During the last three years, a significant dip has occurred in start-up to start-up procurement deals, reaching a three-year low of just around 650 in 2023. After a spike to over 1,000 deals in 2020, a downward trend has taken root, particularly with a sharp drop in the last two years. This slowdown could be attributed to factors such as more self-reliant start-ups due to technological advances, a slower economy, and wary investors.
Regulatory policy changes, and the rising tendency of companies deciding to develop solutions in-house rather than outsourcing, have been stumbling blocks in startup-to-startup business transactions. Despite this slump, forecasts hint at a potential revival in the coming years, largely based on the start-up ecosystem’s historic capability to recover stronger from similar downslides.

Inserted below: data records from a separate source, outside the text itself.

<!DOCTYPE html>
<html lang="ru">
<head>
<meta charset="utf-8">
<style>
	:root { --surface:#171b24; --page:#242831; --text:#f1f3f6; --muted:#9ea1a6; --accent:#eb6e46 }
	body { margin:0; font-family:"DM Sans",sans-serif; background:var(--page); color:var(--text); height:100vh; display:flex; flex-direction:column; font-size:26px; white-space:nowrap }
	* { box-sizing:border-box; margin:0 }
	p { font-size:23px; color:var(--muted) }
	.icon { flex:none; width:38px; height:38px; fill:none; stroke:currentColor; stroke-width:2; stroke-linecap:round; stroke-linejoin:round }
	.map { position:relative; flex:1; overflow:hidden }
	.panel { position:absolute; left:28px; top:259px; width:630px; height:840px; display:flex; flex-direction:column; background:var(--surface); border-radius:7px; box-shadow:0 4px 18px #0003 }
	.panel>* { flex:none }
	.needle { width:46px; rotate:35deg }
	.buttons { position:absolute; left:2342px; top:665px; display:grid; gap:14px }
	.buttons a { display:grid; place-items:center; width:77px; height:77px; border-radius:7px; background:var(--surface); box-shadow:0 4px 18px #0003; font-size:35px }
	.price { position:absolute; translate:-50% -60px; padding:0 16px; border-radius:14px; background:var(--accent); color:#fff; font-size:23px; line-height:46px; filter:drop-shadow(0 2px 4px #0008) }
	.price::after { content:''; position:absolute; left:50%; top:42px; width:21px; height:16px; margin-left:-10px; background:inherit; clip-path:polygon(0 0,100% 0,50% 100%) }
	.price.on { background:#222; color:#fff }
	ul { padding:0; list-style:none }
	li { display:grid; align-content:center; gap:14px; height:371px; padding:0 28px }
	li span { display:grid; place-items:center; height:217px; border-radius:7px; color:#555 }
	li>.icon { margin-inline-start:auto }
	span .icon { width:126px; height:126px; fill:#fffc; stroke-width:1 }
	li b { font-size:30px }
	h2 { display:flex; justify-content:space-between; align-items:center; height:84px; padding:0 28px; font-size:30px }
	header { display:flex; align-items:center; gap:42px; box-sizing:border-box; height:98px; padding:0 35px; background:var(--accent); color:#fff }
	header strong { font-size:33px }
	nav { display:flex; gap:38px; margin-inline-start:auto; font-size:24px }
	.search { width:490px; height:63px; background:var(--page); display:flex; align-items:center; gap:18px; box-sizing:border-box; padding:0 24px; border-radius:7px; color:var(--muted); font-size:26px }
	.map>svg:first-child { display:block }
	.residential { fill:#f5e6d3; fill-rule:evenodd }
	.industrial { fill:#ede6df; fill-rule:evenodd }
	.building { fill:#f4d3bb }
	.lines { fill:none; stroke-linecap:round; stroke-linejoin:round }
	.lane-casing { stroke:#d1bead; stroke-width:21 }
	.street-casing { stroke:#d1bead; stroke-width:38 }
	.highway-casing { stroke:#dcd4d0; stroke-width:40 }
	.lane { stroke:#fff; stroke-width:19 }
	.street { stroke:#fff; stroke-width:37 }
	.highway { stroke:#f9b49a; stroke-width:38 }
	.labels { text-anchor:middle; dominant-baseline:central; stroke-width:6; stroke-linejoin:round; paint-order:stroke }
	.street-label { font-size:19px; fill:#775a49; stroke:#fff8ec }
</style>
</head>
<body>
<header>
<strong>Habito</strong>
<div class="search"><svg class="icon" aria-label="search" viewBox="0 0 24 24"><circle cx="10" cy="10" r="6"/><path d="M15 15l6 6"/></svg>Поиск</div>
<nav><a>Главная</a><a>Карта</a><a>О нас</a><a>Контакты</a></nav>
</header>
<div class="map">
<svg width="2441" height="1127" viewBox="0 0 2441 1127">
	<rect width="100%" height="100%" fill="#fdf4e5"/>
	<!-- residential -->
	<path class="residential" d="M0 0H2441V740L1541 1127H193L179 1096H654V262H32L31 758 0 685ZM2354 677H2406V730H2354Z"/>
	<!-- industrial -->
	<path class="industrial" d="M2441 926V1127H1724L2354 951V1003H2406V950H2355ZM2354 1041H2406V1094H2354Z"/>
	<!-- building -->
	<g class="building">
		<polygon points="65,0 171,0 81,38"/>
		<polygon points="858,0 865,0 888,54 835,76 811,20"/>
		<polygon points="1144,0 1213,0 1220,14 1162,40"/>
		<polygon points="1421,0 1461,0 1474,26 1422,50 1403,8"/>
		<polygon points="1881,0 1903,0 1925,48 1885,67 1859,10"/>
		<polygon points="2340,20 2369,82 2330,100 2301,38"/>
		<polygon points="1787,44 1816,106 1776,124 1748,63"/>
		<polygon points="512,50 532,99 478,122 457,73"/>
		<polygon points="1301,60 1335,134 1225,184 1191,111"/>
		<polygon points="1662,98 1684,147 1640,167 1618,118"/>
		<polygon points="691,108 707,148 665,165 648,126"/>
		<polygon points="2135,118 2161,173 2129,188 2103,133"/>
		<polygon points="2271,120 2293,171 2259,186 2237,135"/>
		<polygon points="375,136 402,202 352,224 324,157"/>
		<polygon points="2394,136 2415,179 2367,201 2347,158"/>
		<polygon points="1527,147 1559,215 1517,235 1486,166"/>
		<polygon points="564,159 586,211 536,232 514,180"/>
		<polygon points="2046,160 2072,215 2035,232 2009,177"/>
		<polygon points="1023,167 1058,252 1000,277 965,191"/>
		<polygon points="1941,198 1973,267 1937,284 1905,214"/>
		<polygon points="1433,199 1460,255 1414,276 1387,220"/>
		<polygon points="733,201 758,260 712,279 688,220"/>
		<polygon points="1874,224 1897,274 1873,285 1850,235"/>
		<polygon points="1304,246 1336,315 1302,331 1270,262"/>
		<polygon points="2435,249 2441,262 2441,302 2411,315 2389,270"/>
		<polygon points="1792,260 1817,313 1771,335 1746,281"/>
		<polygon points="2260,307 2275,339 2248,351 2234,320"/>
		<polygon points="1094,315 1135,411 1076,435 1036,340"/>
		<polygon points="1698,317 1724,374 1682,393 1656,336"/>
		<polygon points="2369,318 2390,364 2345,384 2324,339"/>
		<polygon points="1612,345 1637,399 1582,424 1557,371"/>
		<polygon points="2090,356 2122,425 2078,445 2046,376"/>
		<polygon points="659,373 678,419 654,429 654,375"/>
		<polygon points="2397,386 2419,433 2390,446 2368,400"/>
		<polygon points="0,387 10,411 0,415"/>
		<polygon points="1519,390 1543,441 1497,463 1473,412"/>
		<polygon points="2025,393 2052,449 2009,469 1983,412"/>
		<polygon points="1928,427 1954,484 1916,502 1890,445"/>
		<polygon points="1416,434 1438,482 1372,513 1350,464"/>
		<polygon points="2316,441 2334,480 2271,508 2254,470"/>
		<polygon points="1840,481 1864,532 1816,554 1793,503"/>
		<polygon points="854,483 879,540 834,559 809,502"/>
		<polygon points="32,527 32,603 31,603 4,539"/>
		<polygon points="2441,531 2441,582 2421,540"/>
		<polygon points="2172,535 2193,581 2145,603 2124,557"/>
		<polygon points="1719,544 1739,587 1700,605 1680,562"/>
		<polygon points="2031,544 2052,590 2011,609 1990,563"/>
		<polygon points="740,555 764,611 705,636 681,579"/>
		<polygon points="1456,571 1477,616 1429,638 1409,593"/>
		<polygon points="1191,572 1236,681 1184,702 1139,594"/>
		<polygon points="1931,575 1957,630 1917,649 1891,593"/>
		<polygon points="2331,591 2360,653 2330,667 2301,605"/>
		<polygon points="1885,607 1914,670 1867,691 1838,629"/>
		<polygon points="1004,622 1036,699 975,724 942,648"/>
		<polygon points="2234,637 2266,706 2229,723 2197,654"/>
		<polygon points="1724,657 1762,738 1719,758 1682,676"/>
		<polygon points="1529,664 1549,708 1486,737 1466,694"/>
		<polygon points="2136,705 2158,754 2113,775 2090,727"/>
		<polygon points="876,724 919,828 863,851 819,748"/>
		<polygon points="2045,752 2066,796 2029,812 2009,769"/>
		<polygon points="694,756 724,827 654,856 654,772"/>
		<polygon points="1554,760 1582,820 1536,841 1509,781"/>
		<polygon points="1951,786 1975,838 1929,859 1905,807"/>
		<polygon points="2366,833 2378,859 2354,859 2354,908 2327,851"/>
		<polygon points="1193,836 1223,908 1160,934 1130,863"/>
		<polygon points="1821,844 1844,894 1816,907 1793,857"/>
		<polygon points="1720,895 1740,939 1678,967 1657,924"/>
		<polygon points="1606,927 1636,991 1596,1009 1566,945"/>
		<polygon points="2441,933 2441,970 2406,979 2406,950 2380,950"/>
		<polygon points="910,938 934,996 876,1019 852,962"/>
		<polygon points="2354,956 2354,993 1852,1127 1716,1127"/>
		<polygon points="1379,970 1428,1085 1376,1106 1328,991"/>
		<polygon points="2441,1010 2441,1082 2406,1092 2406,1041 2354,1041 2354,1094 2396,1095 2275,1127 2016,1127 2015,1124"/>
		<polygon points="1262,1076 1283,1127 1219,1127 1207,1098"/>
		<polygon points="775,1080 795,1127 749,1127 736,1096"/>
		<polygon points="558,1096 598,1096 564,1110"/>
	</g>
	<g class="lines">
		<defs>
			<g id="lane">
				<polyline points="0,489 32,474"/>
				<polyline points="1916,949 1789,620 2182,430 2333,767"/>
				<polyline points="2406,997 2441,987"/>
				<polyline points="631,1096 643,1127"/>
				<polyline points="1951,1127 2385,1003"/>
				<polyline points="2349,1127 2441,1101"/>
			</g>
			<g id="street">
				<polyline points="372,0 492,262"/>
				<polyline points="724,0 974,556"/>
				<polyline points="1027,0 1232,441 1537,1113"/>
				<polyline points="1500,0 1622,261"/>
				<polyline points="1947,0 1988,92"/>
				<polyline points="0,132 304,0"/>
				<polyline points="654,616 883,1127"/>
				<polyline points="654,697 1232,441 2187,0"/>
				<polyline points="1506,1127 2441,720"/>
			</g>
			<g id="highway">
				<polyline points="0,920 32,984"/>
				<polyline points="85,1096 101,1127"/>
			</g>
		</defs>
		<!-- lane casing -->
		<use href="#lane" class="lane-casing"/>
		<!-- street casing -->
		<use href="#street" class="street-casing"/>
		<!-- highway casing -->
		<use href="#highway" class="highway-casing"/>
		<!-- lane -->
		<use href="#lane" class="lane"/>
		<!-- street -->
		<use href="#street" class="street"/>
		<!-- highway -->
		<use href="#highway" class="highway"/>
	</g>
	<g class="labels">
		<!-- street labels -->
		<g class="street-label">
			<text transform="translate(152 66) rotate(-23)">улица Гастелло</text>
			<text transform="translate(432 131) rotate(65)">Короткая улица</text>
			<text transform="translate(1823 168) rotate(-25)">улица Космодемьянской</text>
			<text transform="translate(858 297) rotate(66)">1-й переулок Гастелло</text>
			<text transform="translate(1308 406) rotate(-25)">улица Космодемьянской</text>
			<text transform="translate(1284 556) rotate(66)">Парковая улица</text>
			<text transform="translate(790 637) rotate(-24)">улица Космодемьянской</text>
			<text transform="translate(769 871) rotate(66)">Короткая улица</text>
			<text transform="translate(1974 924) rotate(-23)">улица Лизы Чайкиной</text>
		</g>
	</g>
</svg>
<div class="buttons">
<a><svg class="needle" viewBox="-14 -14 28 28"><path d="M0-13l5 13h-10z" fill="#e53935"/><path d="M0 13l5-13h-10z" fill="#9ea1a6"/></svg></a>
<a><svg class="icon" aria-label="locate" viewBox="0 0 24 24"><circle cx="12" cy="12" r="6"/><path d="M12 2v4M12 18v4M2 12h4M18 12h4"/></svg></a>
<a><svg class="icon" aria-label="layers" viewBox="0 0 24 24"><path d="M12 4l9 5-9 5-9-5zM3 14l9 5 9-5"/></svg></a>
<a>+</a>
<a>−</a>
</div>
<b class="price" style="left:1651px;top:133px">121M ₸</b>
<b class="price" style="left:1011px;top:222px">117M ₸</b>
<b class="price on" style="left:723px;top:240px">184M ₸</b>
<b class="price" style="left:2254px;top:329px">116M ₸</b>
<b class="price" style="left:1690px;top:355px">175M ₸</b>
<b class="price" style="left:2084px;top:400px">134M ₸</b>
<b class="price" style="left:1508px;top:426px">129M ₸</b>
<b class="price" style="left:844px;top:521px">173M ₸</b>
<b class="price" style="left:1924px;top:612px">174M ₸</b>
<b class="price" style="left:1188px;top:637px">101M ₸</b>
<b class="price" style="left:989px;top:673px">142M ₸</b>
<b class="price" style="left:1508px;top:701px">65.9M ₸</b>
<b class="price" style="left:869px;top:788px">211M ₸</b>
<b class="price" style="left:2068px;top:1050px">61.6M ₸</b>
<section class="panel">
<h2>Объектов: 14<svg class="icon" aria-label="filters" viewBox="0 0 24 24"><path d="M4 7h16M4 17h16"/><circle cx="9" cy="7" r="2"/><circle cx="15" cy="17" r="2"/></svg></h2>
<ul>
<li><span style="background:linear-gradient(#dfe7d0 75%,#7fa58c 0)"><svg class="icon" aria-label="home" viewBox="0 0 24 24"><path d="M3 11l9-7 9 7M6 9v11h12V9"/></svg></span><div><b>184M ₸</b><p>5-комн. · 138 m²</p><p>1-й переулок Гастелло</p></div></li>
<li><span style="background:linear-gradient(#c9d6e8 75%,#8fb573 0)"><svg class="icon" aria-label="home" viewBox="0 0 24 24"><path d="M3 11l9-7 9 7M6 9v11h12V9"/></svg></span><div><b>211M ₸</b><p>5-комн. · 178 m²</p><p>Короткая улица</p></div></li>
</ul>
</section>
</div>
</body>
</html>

In financial terms, the average disclosed deal size dropped from $40 million to $30 million in 2023, with a continued decline in 2024. But come 2025, the average deal size surged back to $35 million, mainly due to a reviving tech industry. In 2026, the average deal size astonishingly spiked to $50 million, a significant leap from preceding years.
As many start-up transactions are confidential, it is challenging to ascertain the exact profit from these investments. Start-ups only deem a deal productive if it recovers the investment cost, provides some profit, and secures the team’s employment, all hence validating their superior technological innovation and business models.
Contrary to the overall slowdown, a large percentage (over 80%) of startup acquisitions were by other startups. This points towards maturing startups’ interest and financial ability to diversify their operations and reinforce their market position through acquisition. Furthermore, this dynamic also reflects the shifting tactics from conventional corporate takeovers to intra-industry consolidation.
An interesting trend is the reduced participation of principal tech companies in start-up procurement due to potential tax implications and earnings predictability issues. This has forced many startups to seek backing from individual, private investors, bringing a fresh set of challenges, such as the need for meticulous planning, strategic innovation, and robust management.
Our ever-evolving economy sees many startups considering acquisition by another emerging company as the best survival strategy. The upshot of this lies in the possibility of their technology and products being expanded under a new brand. Though taking certain risks, this innovative-route offer startups a shot at staying relevant. This cycle not only provides financial stability but also rekindles the entrepreneurial spirit embedded in start-ups, reinforcing the idea that acquisitions can sometimes bloom into new ventures and opportunities.